Goodwin Hon Liu (born October 19, 1970; Chinese: 劉弘威) is an American lawyer, educator and an associate justice of the Supreme Court of California. Before his appointment by California Governor Jerry Brown, Liu was Associate Dean and Professor of Law at the University of California, Berkeley School of Law (Boalt Hall). Liu has been recognized for his writing on constitutional law, education policy, civil rights, and the Supreme Court.

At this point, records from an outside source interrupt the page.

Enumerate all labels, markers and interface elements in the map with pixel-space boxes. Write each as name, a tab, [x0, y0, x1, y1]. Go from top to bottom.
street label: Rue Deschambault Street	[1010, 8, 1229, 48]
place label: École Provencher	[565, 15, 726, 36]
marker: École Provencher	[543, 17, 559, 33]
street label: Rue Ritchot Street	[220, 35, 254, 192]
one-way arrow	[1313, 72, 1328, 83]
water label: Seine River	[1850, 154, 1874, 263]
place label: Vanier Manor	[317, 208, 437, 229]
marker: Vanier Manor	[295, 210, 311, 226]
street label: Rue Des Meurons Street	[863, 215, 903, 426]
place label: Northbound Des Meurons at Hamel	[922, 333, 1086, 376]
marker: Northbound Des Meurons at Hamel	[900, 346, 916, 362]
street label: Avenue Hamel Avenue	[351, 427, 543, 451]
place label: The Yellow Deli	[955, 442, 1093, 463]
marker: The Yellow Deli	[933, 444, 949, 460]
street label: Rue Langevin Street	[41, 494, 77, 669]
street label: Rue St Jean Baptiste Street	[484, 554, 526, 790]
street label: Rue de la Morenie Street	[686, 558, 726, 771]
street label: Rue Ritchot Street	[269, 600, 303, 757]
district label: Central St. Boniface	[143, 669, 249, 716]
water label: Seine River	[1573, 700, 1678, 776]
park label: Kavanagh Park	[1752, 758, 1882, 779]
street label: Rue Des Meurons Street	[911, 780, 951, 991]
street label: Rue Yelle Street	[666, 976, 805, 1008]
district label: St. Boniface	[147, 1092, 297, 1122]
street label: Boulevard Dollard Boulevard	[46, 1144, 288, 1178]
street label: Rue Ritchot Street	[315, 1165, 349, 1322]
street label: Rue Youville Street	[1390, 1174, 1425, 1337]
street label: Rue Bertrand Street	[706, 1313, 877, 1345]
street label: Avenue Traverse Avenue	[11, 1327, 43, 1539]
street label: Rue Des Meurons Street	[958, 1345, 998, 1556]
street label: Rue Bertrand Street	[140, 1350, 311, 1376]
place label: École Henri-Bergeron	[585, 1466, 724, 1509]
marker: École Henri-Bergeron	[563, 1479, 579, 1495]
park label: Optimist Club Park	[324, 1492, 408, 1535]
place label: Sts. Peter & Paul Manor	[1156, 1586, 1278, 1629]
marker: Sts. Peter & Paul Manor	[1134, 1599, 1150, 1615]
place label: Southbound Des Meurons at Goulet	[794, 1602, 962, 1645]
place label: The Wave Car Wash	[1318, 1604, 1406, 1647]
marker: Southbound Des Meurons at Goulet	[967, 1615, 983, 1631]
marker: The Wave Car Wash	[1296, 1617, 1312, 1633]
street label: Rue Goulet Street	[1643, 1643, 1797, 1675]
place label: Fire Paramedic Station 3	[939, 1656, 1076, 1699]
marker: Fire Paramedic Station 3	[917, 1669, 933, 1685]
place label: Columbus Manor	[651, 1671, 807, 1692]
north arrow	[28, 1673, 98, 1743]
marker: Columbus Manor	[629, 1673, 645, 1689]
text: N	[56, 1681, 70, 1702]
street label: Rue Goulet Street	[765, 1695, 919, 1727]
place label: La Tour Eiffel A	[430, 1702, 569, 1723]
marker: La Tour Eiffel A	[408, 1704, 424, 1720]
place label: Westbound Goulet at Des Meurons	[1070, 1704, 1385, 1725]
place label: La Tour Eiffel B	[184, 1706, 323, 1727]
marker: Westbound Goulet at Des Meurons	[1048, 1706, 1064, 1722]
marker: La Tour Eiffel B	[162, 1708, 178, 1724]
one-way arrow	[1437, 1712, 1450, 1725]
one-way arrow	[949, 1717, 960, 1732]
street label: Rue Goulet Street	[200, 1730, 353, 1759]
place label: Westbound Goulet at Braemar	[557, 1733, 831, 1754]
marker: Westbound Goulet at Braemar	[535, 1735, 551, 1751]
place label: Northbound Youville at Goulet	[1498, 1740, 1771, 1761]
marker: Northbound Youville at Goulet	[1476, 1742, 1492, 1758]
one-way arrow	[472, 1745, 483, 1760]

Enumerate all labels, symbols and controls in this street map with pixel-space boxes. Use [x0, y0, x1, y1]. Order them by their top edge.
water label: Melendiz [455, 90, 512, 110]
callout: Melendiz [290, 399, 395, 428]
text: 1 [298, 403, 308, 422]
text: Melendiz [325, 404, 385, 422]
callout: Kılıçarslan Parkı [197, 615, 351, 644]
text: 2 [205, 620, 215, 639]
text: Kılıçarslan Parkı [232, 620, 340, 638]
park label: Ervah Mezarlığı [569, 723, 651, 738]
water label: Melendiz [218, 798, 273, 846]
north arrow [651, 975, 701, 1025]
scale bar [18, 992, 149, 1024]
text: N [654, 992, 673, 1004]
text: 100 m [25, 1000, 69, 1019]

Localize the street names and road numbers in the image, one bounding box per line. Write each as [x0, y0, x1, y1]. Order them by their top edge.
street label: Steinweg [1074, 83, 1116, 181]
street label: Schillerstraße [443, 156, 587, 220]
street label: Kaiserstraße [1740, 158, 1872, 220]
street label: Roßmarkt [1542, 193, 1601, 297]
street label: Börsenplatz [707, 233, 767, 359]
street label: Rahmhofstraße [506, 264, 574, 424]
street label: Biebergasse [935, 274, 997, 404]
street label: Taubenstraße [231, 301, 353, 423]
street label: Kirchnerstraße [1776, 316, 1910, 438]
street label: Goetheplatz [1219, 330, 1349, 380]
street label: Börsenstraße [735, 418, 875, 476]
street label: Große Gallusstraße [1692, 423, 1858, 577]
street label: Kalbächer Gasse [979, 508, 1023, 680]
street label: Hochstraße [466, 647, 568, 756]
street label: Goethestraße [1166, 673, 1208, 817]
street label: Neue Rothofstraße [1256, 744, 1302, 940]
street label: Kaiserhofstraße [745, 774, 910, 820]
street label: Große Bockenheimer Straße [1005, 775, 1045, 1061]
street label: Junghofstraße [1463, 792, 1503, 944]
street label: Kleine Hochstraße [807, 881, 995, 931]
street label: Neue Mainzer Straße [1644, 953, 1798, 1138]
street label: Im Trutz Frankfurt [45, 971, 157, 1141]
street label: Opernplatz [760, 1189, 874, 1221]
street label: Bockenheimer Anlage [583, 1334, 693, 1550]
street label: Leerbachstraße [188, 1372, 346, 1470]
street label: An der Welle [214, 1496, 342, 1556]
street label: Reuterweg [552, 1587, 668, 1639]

Born in Georgia, US, Liu attended Stanford University, the University of Oxford, and Yale Law School. On February 24, 2010, President Barack Obama nominated Liu to fill a vacancy on the U.S. Court of Appeals for the Ninth Circuit. For more than a year, Liu's nomination languished, amid significant opposition from Republicans in the U.S. Senate. On May 19, 2011, the Senate failed to invoke cloture on Liu's nomination with the necessary supermajority in a 52–43 vote, and on May 25, 2011, Liu informed President Obama that he was withdrawing his name from consideration to the seat on the Ninth Circuit, telling the president that "With no possibility of an up-or-down vote on the horizon, my family and I have decided that it is time for us to regain the ability to make plans for the future."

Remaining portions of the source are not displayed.